> _DATA TO PROCESS_:
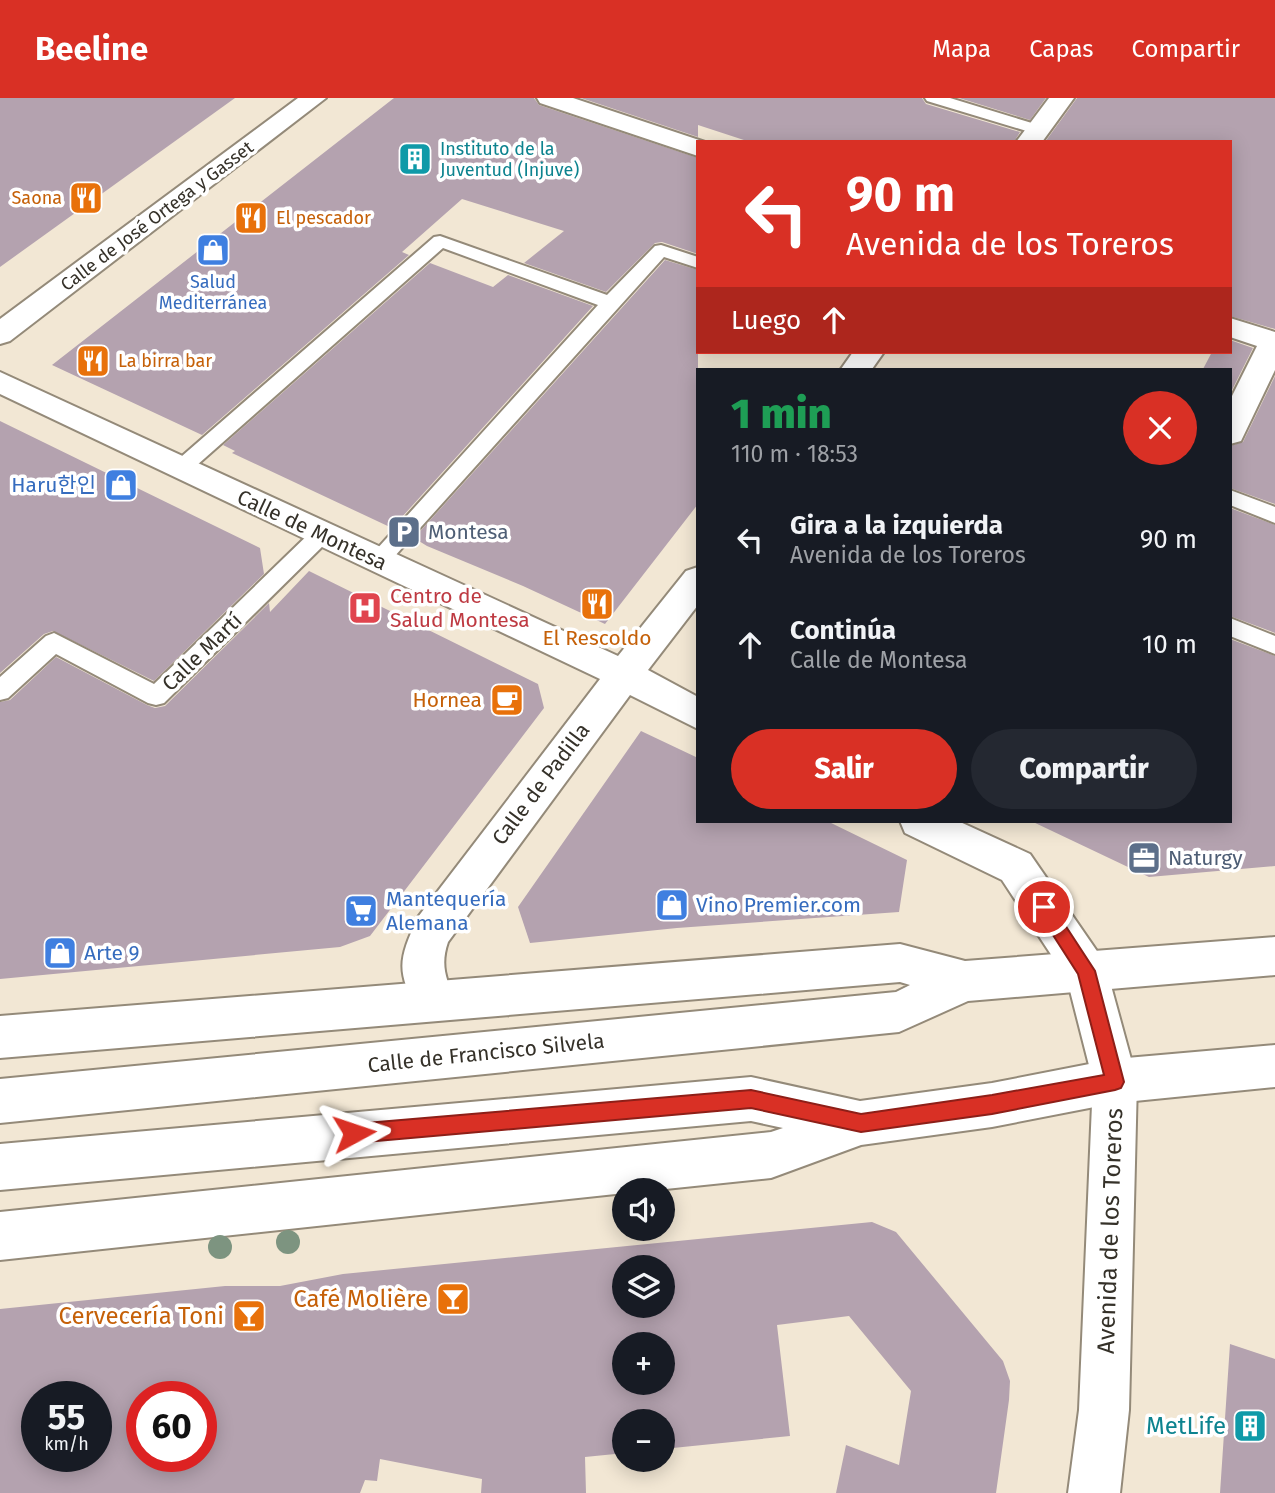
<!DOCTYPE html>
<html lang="es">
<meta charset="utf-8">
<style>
:root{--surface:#171b24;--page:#242831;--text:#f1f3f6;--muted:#9ea1a6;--accent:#d93025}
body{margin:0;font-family:"Fira Sans","Noto Sans KR",sans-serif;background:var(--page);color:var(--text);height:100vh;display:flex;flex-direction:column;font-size:26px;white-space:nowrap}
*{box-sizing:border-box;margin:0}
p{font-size:23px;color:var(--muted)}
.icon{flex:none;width:38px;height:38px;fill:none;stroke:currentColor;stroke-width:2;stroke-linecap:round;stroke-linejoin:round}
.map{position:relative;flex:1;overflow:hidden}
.details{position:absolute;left:696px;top:270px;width:536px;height:455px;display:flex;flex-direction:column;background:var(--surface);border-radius:0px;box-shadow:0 4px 18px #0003}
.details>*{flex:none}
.top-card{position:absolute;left:696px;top:42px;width:536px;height:214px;border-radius:0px;box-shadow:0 4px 18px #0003;background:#d93025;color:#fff;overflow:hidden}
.buttons{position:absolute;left:612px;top:1080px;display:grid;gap:14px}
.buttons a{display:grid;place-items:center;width:63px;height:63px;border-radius:50%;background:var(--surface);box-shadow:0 4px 18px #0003;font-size:35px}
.speed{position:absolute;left:21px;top:1283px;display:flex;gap:14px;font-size:35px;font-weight:700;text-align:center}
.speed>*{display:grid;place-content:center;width:91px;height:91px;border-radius:50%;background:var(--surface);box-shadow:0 4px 18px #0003;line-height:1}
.speed small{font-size:18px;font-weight:400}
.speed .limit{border:10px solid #d22;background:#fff;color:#111}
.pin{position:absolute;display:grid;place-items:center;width:60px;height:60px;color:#fff;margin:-30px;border:4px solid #fff;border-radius:50%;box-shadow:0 2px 7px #0007}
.me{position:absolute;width:77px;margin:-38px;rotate:85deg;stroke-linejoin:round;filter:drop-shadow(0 0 5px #0008)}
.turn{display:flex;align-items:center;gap:24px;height:147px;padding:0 35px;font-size:32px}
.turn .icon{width:91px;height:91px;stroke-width:2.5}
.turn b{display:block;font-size:49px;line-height:60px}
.then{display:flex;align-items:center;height:66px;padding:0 35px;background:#0003;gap:14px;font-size:26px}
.round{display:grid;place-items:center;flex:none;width:74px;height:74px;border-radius:37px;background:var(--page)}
.summary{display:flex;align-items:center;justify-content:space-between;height:119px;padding:0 35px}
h1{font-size:42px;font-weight:800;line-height:52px;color:#1e9e55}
.button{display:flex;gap:14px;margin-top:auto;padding:14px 35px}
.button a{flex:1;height:80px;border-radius:42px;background:var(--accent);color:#fff;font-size:28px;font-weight:800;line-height:80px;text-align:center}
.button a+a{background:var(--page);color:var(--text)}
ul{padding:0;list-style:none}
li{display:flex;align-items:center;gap:21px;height:105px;padding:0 35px}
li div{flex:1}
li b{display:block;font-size:26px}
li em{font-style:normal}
header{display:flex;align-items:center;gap:42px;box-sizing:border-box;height:98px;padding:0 35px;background:var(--accent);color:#fff}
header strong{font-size:33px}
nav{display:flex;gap:38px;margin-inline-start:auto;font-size:24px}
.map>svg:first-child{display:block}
</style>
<header>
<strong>Beeline</strong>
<nav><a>Mapa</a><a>Capas</a><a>Compartir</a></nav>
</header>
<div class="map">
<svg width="1275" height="1395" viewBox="0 0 1275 1395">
<rect width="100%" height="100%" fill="#f2e7d4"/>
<path fill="#b4a2af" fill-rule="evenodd" d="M 0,0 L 235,0 L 0,169 Z
M 394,0 L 534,0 L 539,7 L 698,60 L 698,156 L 662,144 L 655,145 L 606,194 L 524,165 L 564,133 L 462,101 L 402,154 L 409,157 L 202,337 L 52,267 Z
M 581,0 L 922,0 L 926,6 L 1020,34 L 1014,44 L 750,44 L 698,27 L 698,39 Z
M 959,0 L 1046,0 L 1030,22 Z
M 1077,0 L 1275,0 L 1275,231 L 1230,218 L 1230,44 L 1045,44 Z
M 665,162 L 698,172 L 698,406 L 605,526 L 523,488 L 427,448 L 414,440 Z
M 430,165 L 493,189 L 508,177 L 593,208 L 392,430 L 232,355 L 235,353 L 223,347 Z
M 1230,242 L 1253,250 L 1230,296 L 1230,271 L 1203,271 L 1212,254 L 1230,254 Z
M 1275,278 L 1275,406 L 1230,390 L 1230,348 L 1243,344 Z
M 0,323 L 260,450 L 264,476 L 154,583 L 53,533 L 44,536 L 0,575 Z
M 1230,410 L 1275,427 L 1275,535 L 1230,518 Z
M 309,473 L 538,586 L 544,610 L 370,838 L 340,849 L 0,881 L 0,604 L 10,602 L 56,559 L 147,607 L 155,610 L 165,608 L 269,505 L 270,514 Z
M 1230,541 L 1275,558 L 1275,768 L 1149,779 L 1031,723 L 1230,723 Z
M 641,633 L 698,660 L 698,723 L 827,723 L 907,762 L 899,814 L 677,830 L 530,845 L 518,809 Z
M 872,1124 L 896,1134 L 1003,1263 L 1010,1283 L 1009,1302 L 996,1395 L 836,1395 L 846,1347 L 899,1367 L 911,1293 L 849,1218 L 777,1227 L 790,1338 L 663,1351 L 663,1323 L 625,1323 L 625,1355 L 585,1359 L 586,1395 L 481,1395 L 482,1381 L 380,1361 L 377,1383 L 365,1382 L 360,1395 L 0,1395 L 0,1211 L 225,1188 L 280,1188 L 343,1176 ZM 625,1169 L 663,1169 L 663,1208 L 625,1208 ZM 625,1246 L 663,1246 L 663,1284 L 625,1284 ZM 37,1298 L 96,1298 L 96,1358 L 37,1358 ZM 142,1298 L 201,1298 L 201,1358 L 142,1358 Z
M 1230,1246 L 1275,1261 L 1275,1395 L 1220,1395 Z"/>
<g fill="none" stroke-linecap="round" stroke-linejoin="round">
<defs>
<path id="service" d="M 925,0 L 950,0 L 1045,29 L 1047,32 L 1039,37 L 1033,35 L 927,3 Z
M 440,138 L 607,197 L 655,148 L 661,147 L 698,159 L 698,170 L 664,159 L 385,469 L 377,471 L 369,469 L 366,463 L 598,207 L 443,150 L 188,375 L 181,377 L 174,375 L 171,370 L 174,365 L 434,139 Z
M 1230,392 L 1275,409 L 1275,425 L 1230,407 Z
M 322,428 L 329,430 L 333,436 L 329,442 L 164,605 L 156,607 L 148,605 L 56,556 L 8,600 L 0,602 L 0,579 L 46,538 L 54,535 L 154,586 L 315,430 Z
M 1230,520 L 1275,538 L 1275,556 L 1230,538 Z"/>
<path id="minor" d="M 537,0 L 573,0 L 705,44 L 698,44 L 698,58 L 689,55 L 540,5 Z
M 1049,0 L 1074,0 L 1042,44 L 1016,44 Z
M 1230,220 L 1275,234 L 1275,272 L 1241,343 L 1230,346 L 1230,302 L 1257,248 L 1230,239 Z
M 853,254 L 884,254 L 872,271 L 841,271 Z
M 0,274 L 618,558 L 686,473 L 698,469 L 698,507 L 648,572 L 698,599 L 698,631 L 630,597 L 448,844 C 440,867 446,881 455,902 L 449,916 L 434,922 L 419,916 C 396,872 398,863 418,819 L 600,581 L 0,296 Z
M 900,723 L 958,723 L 1030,756 L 1101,859 L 1107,873 L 1101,887 L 1086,893 L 1071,887 L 1002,782 L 905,735 Z"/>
<path id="tertiary" d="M 298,0 L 326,0 L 10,243 L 0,246 L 0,221 Z
M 1086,853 L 1101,859 L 1107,873 L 1137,983 L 1129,1312 L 1120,1395 L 1068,1395 L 1079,1312 L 1093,983 L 1065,873 L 1071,859 Z"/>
<path id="primary" d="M 1275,839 L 1275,877 L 968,903 L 899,934 L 0,1025 L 0,981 L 896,894 L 910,887 L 900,884 L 0,960 L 0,918 L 900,846 L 965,863 Z
M 1275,947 L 1275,989 L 1115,1005 L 992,1029 L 861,1047 L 771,1080 L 656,1092 L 625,1092 L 625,1095 L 0,1162 L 0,1114 L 771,1034 L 783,1030 L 751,1023 L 0,1092 L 0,1046 L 751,979 L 860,1003 L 992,985 L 1115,961 Z"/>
</defs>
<use href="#service" stroke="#948a79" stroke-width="4"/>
<use href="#minor" stroke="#948a79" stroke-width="4"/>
<use href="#tertiary" stroke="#948a79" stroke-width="4"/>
<use href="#primary" stroke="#948a79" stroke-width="4"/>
<use href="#service" fill="#fff" fill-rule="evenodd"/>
<use href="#minor" fill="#fff" fill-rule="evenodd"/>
<use href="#tertiary" fill="#fff" fill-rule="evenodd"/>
<use href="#primary" fill="#fff" fill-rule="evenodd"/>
</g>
<g fill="#7d9480">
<circle cx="288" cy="1144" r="12"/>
<circle cx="220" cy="1149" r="12"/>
</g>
<path fill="#d93025" stroke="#8d1f18" stroke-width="2" d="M 1044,802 L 1050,804 L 1095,873 L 1124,984 L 1121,990 L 1115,992 L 992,1016 L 861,1034 L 751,1010 L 354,1045 L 348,1042 L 345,1035 L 348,1029 L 354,1026 L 751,992 L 861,1016 L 992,997 L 1104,977 L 1078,876 L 1035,809 L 1038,804 Z"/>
<defs>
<symbol id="building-square" viewBox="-11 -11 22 22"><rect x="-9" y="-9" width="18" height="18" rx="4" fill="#0f9aa8" stroke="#fff"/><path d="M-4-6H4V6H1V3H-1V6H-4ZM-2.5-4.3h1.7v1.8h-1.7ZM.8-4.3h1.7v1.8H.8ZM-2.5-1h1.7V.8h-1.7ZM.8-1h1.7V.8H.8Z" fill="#fff"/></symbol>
<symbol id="restaurant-square" viewBox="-11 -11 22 22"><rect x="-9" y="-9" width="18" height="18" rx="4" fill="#e8710a" stroke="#fff"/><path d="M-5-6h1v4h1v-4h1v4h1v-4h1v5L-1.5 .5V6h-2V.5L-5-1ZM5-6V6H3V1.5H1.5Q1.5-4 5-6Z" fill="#fff"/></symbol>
<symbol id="shop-square" viewBox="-11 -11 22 22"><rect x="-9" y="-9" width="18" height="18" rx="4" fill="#3f7fe0" stroke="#fff"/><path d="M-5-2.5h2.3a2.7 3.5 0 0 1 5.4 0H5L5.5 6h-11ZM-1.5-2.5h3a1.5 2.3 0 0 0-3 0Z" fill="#fff"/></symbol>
<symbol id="parking-square" viewBox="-11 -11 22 22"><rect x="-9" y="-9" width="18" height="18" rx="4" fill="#5c6f8a" stroke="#fff"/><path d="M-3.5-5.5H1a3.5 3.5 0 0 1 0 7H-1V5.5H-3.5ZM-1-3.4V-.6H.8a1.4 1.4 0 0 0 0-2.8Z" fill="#fff"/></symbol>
<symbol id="hospital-square" viewBox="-11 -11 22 22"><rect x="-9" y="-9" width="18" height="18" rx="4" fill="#e0444e" stroke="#fff"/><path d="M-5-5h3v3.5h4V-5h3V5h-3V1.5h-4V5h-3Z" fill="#fff"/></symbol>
<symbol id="cafe-square" viewBox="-11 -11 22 22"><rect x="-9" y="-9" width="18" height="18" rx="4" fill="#e8710a" stroke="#fff"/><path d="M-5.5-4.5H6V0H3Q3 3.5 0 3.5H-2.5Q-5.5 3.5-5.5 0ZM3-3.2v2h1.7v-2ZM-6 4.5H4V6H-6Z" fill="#fff"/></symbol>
<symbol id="office-square" viewBox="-11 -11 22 22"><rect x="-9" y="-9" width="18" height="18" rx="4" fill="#5c6f8a" stroke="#fff"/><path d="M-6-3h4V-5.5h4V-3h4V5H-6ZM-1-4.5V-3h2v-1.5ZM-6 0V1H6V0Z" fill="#fff"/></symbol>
<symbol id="supermarket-square" viewBox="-11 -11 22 22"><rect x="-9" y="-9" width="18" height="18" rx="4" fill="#3f7fe0" stroke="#fff"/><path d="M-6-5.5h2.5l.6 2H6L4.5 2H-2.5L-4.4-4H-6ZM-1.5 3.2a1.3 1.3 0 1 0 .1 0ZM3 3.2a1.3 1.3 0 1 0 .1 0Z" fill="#fff"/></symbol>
<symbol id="bar-square" viewBox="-11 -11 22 22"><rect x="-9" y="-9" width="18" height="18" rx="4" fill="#e8710a" stroke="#fff"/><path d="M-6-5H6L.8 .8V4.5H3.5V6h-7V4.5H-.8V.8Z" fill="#fff"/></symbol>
</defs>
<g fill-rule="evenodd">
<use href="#building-square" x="396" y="42" width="38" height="38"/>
<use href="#restaurant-square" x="67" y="81" width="38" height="38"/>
<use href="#restaurant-square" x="232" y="101" width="38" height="38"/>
<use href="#shop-square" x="194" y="133" width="38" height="38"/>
<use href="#restaurant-square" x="74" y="244" width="38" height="38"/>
<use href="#shop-square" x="102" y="368" width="38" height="38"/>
<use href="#parking-square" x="385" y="415" width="38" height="38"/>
<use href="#restaurant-square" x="578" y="487" width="38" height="38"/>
<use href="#hospital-square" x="346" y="491" width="38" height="38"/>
<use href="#cafe-square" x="488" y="583" width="38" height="38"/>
<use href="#office-square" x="1125" y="741" width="38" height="38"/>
<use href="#shop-square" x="653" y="788" width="38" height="38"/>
<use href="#supermarket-square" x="342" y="794" width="38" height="38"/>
<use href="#shop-square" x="41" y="836" width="38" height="38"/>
<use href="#bar-square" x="434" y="1182" width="38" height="38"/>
<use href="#bar-square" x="230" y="1199" width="38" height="38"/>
<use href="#building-square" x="1231" y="1309" width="38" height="38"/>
</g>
<g text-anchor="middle" stroke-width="7" stroke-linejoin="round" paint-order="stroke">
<g font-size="18" fill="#0d838f" stroke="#fff" text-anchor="start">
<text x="440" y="57">Instituto de la<tspan x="440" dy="21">Juventud (Injuve)</tspan></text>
</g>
<g font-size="18" fill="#c56008" stroke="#fff" text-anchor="start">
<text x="62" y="106" text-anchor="end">Saona</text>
<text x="276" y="126">El pescador</text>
<text x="118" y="269">La birra bar</text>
</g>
<g font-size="18" fill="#353129" stroke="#fff">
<text transform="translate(157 118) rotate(-37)" y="6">Calle de José Ortega y Gasset</text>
</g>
<g font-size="18" fill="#366cbe" stroke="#fff">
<text x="213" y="190">Salud<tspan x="213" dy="21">Mediterránea</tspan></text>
</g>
<g font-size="21" fill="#366cbe" stroke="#fff" text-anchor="start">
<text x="96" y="394" text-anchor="end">Haru한인</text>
<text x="386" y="808">Mantequería<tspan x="386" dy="24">Alemana</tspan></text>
<text x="696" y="814">Vino Premier.com</text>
<text x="84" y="862">Arte 9</text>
</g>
<g font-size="21" fill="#353129" stroke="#fff">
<text transform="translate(312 432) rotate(25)" y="7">Calle de Montesa</text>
<text transform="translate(202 554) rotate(-44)" y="7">Calle Martí</text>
<text transform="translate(541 686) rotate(-53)" y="7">Calle de Padilla</text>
<text transform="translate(486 955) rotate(-6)" y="7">Calle de Francisco Silvela</text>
</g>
<g font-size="21" fill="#4e5e75" stroke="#fff" text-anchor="start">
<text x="428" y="441">Montesa</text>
<text x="1168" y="767">Naturgy</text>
</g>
<g font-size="21" fill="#be3a42" stroke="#fff" text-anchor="start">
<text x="390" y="505">Centro de<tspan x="390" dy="24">Salud Montesa</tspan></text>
</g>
<g font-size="21" fill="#c56008" stroke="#fff">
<text x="597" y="547">El Rescoldo</text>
<text x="482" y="609" text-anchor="end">Hornea</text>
</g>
<g font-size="24" fill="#353129" stroke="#fff">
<text transform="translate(1110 1133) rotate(-88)" y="8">Avenida de los Toreros</text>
</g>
<g font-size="24" fill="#c56008" stroke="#fff" text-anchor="end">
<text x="428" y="1209">Café Molière</text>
<text x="224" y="1226">Cervecería Toni</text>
</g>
<g font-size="24" fill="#0d838f" stroke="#fff" text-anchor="end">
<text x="1226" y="1336">MetLife</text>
</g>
</g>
</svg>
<div class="buttons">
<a><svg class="icon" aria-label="sound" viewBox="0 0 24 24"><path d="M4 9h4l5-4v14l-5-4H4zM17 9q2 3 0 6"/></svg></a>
<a><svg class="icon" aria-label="layers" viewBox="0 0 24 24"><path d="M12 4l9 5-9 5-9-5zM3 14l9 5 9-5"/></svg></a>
<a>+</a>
<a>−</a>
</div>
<div class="speed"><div>55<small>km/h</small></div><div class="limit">60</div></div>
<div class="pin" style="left:1044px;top:809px;background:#d93025"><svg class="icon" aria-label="arrive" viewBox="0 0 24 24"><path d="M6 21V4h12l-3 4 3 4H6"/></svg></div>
<svg class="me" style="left:354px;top:1035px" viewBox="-20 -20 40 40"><path d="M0-17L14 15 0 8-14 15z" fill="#d93025" stroke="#fff" stroke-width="4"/></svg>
<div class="top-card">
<div class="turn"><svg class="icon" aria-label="left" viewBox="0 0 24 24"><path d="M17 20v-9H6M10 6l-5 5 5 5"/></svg><div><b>90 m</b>Avenida de los Toreros</div></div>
<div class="then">Luego<svg class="icon" aria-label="ahead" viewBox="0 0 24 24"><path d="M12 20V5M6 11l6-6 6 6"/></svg></div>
</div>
<section class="details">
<div class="summary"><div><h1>1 min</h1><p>110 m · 18:53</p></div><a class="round" style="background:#d93025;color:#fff"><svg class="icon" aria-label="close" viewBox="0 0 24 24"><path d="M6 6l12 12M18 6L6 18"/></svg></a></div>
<ul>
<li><svg class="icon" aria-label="left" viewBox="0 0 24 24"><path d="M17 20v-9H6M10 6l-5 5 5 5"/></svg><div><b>Gira a la izquierda</b><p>Avenida de los Toreros</p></div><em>90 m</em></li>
<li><svg class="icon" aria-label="ahead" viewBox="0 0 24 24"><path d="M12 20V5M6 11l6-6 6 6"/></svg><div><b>Continúa</b><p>Calle de Montesa</p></div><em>10 m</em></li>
</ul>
<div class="button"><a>Salir</a><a>Compartir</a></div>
</section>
</div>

> _WORK TO COMPLETE_:
Copy every line that contains "limit" from the listing above.

> _EXERCISE ANSWER_:
.speed .limit{border:10px solid #d22;background:#fff;color:#111}
<div class="speed"><div>55<small>km/h</small></div><div class="limit">60</div></div>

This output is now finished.